Niger’s military-led government said it had cut the 2010 budget by more than 13 percent due to the suspension of development aid under the previous government.

The lower spending projection in the impoverished West African nation comes at a time when a growing food crisis is threatening millions across the dry Sahel region.
“The council of ministers adopted on Friday the readjustment of receipts and expenditures for 2010 to 638.2 billion CFA francs ($1.30 billion), amounting to a decline of 96.7 billion CFA,” a government spokesman said on state television.
“The downward revision rests on the tight financial situation deriving from the suspension of aid.
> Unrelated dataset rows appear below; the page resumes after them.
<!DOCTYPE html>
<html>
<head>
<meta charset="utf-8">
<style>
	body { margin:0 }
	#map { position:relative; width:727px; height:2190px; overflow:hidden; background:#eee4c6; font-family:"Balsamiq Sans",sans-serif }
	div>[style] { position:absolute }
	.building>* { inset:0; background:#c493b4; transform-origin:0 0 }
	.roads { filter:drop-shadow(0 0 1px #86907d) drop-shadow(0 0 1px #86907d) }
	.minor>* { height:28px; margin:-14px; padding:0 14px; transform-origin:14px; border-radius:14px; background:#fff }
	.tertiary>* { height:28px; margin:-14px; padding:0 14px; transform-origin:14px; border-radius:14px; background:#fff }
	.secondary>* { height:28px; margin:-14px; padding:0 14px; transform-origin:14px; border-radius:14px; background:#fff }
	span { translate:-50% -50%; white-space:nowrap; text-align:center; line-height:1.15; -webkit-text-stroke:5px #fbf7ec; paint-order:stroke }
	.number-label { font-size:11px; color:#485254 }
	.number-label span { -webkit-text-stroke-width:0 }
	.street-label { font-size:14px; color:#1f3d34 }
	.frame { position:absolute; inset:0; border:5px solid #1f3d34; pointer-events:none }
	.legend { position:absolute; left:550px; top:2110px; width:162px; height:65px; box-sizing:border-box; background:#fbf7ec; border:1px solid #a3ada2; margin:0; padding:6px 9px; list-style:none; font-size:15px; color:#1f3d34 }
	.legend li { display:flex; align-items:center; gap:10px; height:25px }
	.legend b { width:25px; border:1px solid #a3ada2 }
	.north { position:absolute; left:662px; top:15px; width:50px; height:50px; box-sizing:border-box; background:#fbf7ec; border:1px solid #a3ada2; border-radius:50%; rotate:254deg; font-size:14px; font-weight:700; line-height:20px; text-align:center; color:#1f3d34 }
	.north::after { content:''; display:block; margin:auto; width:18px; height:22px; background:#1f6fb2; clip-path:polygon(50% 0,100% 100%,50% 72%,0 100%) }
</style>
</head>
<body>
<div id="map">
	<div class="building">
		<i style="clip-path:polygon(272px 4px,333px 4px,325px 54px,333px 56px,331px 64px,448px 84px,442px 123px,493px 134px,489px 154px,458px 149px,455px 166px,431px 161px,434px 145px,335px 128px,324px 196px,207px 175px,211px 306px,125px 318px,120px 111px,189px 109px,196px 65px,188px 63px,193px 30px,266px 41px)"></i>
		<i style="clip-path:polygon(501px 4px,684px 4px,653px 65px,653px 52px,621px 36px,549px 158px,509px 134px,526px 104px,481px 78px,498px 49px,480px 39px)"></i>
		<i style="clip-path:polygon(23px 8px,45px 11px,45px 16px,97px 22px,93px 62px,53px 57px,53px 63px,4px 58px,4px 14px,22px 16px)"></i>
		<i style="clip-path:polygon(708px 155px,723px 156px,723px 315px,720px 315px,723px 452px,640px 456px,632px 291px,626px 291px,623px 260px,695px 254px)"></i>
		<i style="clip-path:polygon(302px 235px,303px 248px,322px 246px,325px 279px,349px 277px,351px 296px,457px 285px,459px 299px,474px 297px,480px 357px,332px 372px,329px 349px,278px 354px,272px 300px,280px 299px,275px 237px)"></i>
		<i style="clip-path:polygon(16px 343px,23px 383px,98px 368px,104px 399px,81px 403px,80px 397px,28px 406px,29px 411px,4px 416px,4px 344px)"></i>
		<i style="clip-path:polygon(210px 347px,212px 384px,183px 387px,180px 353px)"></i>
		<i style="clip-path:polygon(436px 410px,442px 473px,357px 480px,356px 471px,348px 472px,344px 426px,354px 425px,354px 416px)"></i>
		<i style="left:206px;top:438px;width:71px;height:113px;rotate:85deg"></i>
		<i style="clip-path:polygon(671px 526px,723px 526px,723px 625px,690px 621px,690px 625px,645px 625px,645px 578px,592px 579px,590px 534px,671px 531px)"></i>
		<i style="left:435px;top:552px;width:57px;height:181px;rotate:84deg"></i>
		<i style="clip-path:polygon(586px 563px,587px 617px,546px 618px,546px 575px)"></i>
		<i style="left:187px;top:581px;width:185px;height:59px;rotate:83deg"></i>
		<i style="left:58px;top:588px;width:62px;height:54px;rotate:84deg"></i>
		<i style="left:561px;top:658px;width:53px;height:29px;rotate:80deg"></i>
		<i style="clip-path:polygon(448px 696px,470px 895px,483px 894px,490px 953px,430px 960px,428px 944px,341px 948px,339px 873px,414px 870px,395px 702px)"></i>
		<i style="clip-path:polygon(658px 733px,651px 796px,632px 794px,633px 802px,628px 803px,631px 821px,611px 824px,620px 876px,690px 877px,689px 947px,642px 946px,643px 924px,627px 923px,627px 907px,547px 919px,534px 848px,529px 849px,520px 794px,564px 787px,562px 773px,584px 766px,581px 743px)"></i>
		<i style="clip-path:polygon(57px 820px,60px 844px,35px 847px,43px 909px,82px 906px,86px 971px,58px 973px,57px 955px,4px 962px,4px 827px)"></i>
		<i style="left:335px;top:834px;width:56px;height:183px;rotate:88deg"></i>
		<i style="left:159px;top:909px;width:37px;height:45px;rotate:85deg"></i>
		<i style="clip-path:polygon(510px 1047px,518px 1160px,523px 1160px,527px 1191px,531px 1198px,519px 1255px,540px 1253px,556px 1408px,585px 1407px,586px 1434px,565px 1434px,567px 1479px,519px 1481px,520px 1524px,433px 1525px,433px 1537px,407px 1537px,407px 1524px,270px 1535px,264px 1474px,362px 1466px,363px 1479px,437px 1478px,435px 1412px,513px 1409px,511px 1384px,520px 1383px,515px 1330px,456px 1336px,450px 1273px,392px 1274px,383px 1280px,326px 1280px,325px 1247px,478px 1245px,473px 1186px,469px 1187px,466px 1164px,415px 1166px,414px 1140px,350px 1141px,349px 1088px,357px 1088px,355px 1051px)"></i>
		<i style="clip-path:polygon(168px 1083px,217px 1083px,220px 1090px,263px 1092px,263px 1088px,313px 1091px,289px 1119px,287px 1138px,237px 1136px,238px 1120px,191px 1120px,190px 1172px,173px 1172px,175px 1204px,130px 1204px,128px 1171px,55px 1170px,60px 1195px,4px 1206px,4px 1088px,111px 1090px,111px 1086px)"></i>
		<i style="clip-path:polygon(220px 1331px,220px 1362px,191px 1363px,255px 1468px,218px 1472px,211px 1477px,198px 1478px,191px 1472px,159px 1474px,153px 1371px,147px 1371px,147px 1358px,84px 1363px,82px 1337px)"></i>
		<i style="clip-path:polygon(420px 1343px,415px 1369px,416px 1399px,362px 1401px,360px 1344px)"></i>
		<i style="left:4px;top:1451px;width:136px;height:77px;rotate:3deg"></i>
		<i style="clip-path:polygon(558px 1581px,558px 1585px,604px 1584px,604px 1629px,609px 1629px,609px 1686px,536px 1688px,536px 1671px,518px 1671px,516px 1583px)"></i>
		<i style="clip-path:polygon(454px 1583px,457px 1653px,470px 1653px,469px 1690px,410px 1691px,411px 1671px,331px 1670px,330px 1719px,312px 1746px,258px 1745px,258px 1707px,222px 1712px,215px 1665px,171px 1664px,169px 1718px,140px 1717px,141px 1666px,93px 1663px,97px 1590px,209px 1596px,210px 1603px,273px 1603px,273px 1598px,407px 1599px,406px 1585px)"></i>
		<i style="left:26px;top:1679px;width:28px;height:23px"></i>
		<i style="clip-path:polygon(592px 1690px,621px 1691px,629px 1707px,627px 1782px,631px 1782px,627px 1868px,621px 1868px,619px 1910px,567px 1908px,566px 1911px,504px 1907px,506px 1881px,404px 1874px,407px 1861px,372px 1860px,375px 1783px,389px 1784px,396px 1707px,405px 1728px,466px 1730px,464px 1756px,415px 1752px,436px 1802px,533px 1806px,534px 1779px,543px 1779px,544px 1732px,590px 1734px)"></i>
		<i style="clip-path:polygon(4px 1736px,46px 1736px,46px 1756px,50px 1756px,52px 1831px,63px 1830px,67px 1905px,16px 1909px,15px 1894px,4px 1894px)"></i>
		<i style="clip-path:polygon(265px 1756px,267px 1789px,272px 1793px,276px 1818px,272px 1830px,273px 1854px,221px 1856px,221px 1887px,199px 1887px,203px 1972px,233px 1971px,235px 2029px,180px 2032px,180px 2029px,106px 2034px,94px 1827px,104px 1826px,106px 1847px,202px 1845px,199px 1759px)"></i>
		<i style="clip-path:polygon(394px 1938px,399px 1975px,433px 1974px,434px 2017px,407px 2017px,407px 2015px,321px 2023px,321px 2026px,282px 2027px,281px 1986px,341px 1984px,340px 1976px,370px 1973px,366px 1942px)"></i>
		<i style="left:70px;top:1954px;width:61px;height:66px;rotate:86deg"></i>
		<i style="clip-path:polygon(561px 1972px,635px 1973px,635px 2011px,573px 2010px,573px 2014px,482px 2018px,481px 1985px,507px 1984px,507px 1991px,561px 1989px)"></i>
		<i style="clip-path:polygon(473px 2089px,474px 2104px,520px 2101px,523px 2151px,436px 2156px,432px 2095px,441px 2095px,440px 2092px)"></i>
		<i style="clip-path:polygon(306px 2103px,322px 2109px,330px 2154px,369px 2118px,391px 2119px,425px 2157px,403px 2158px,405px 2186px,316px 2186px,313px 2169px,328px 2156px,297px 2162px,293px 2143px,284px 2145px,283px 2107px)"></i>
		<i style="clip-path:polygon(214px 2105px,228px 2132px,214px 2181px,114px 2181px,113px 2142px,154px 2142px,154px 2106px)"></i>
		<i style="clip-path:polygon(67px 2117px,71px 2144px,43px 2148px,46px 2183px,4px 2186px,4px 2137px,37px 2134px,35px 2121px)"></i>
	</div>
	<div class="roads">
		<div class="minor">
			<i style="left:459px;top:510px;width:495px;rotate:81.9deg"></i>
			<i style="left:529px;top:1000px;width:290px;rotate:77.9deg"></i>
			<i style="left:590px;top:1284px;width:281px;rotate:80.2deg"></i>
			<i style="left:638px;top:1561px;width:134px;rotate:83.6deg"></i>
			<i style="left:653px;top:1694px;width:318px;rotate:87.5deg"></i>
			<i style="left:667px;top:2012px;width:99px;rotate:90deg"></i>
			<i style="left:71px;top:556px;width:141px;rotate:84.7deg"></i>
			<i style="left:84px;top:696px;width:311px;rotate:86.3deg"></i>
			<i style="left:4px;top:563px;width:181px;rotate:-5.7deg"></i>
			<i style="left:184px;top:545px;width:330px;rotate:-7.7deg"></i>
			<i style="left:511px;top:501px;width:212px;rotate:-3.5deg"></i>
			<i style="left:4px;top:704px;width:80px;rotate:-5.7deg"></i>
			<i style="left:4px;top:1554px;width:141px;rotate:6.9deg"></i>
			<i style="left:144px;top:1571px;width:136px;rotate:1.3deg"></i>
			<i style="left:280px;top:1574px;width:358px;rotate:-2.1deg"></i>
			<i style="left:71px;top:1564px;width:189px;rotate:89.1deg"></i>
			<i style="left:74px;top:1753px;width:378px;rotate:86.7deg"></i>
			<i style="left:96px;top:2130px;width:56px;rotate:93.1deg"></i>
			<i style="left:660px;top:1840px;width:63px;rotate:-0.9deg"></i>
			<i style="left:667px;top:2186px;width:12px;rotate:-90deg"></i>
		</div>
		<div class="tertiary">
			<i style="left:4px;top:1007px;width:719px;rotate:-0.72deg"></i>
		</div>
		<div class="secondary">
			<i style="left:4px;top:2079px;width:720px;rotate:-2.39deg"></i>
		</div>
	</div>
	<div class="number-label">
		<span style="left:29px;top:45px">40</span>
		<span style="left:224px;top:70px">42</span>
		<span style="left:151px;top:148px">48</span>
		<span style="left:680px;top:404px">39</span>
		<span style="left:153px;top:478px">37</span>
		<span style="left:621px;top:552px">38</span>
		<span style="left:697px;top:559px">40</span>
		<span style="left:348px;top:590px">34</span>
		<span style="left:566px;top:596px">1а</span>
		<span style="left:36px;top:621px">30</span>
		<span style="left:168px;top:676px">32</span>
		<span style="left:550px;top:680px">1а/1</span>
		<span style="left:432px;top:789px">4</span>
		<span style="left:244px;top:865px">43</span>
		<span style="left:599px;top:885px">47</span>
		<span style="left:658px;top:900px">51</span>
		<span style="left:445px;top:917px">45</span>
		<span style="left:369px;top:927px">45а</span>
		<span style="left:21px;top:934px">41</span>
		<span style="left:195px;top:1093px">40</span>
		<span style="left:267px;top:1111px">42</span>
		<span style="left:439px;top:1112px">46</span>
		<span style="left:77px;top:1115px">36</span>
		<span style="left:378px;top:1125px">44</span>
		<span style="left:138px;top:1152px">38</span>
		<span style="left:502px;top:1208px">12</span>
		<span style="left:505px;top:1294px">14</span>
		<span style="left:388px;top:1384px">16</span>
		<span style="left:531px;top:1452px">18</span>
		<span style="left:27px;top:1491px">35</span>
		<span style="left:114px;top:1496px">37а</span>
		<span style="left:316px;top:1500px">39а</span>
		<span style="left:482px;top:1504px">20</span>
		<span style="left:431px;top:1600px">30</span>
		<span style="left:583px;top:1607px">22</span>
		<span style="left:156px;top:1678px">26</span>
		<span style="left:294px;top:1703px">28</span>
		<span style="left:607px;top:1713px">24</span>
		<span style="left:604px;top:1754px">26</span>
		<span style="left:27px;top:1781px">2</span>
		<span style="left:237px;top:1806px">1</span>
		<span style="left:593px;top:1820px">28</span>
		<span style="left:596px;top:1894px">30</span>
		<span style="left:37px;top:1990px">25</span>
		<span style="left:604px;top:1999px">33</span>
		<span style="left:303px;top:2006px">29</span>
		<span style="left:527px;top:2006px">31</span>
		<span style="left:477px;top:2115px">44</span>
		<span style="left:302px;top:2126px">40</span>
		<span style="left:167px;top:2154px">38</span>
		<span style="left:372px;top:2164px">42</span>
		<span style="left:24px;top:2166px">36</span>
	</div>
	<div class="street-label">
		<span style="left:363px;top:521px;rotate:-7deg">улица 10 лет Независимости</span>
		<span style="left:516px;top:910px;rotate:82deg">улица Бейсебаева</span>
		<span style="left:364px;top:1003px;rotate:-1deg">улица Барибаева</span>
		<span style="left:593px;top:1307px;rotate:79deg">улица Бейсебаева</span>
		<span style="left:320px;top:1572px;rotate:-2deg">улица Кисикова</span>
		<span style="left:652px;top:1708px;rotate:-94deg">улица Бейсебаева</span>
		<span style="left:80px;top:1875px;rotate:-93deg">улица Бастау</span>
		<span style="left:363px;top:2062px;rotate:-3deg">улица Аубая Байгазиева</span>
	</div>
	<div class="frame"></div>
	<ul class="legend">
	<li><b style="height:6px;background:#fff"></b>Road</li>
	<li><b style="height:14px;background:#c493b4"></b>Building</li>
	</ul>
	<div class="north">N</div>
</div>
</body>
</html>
Finally, the urgent food situation also required a re-examination of state obligations for assistance and social security,” he said.

Development aid, including $450 million promised by the European Union over five years, was frozen after then-President Mamadou Tandja orchestrated constitutional changes in 2009 to extend his stay in office and broaden presidential powers.

Humanitarian aid to the uranium producer, one of the poorest in the world and in the midst of an arid desert zone facing frequent food shortages, was not cut.

Soldiers ousted Tandja and his government in February, later promising to clean up the country’s corrupt politics and call elections to hand over power to civilians.

The military-led transitional government has appealed for international help combating the looming food shortages, in stark contrast to Tandja’s downplaying a similar food crisis in 2005 which aid groups said worsened the crisis.

A commission of Nigerien political and business leaders in April called on the military junta to arrange elections and leave power within a year.